Attaching scripts and assets (@)

To give the AI specific scripts or assets for a message (full script content or asset path/type), use @ in the chat input. How to use it
  1. In the message box, type @.
  2. A dropdown appears with:
  • Suggestions: Scripts and assets from your Unity project, filtered by what you type after @ (e.g. @Player). Use ↑/↓ to move, Enter or Tab to select.
  • “Add script…” / “Add asset…”: opens the full script or asset selector (same as the sidebar buttons).
  1. Selected items appear as chips above the input (e.g. @PlayerMovement, @MainMenu). Remove a chip with × if you don’t want it sent.

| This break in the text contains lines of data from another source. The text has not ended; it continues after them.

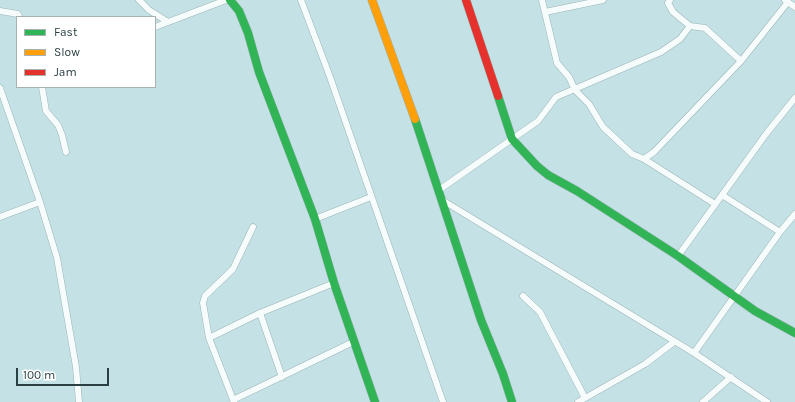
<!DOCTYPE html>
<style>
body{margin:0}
#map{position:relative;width:795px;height:402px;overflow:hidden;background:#c4e2e5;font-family:Karla,sans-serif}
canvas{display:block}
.legend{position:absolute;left:16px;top:16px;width:140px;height:72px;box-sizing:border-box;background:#fff;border:1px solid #a9b2b3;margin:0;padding:5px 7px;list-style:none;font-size:12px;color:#293f42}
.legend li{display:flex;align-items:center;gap:8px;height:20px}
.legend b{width:20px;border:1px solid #a9b2b3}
.scale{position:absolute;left:16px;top:368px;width:93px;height:18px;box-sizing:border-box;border:2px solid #293f42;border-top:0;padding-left:5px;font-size:12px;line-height:14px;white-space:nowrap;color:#293f42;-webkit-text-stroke:3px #fff;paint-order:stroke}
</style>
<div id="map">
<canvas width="795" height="402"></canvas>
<ul class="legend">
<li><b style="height:5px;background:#30b455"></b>Fast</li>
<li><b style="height:5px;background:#ff9f0a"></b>Slow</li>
<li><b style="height:5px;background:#e5322d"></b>Jam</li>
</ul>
<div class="scale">100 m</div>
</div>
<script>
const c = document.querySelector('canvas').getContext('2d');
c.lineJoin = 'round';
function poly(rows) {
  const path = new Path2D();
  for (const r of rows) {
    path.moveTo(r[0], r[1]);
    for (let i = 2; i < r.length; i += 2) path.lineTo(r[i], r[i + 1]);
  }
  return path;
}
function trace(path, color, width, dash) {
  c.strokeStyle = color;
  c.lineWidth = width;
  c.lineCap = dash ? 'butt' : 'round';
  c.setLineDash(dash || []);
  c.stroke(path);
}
const street = poly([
 [139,0,149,10,168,22],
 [301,0,330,77,443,402],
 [542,0,557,63,569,77,575,90,589,104,603,127,632,154,644,159,715,204],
 [670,0,668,3,673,12,690,26,705,28,741,61],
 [785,0,795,7],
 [0,11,18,14,19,17],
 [545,12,603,0],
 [155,27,226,0],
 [42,87,46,111,58,125,62,135,66,152],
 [0,88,40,202,57,258,76,367,79,402],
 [644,159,654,152,741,61,788,2],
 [439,190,538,121,556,97,661,52,680,39,690,26],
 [722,195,780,232],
 [442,200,694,353,767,402],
 [0,217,40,202],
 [315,219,371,197],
 [678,256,766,134,795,98],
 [523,296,540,312,585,398],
 [260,313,282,377],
 [209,338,260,313,334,283],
 [694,353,780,232,795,214],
 [233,400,353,342],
 [234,402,209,338,203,303,205,296,233,269,253,227],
 [578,402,645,364,674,342],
 [703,402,731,377]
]);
const fast = poly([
 [230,0,239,11,248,33,259,72,315,219,334,283,375,402],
 [498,96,512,139,537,166,548,175,577,191,678,256,755,311,795,333],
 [415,119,481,320,503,374,512,402]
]);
const slow = poly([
 [372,0,415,119]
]);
const jam = poly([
 [466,0,498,96]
]);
trace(street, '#9bb3b5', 7);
trace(fast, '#9bb3b5', 9);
trace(slow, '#9bb3b5', 9);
trace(jam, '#9bb3b5', 9);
trace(street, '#f6fbfb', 6);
trace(fast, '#30b455', 8);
trace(slow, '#ff9f0a', 8);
trace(jam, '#e5322d', 8);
</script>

  2. Send the message as usual. The attached scripts (with content) and assets (path + type) are sent with that message so the AI can reference them directly.
When it helps
  • Scripts: “Change the logic in @PlayerMovement to add double jump” or “Add a method to @GameManager that resets the level.” Attaching the script ensures the AI has that file’s content even if it’s not in the default context.
  • Assets: “Use the @MainMenu prefab for the button” or “Apply @GrassMaterial to the terrain.” The AI gets the exact path and type.
  • Combined: Attach the scripts and assets that matter for the task so the AI doesn’t have to guess or rely only on automatic context.
Other ways to attach
  • Sidebar Add Scripts and Add Assets open the full selectors; chosen items are also attached to the next message and show as chips. The @ dropdown is a shortcut from the composer area without leaving the keyboard.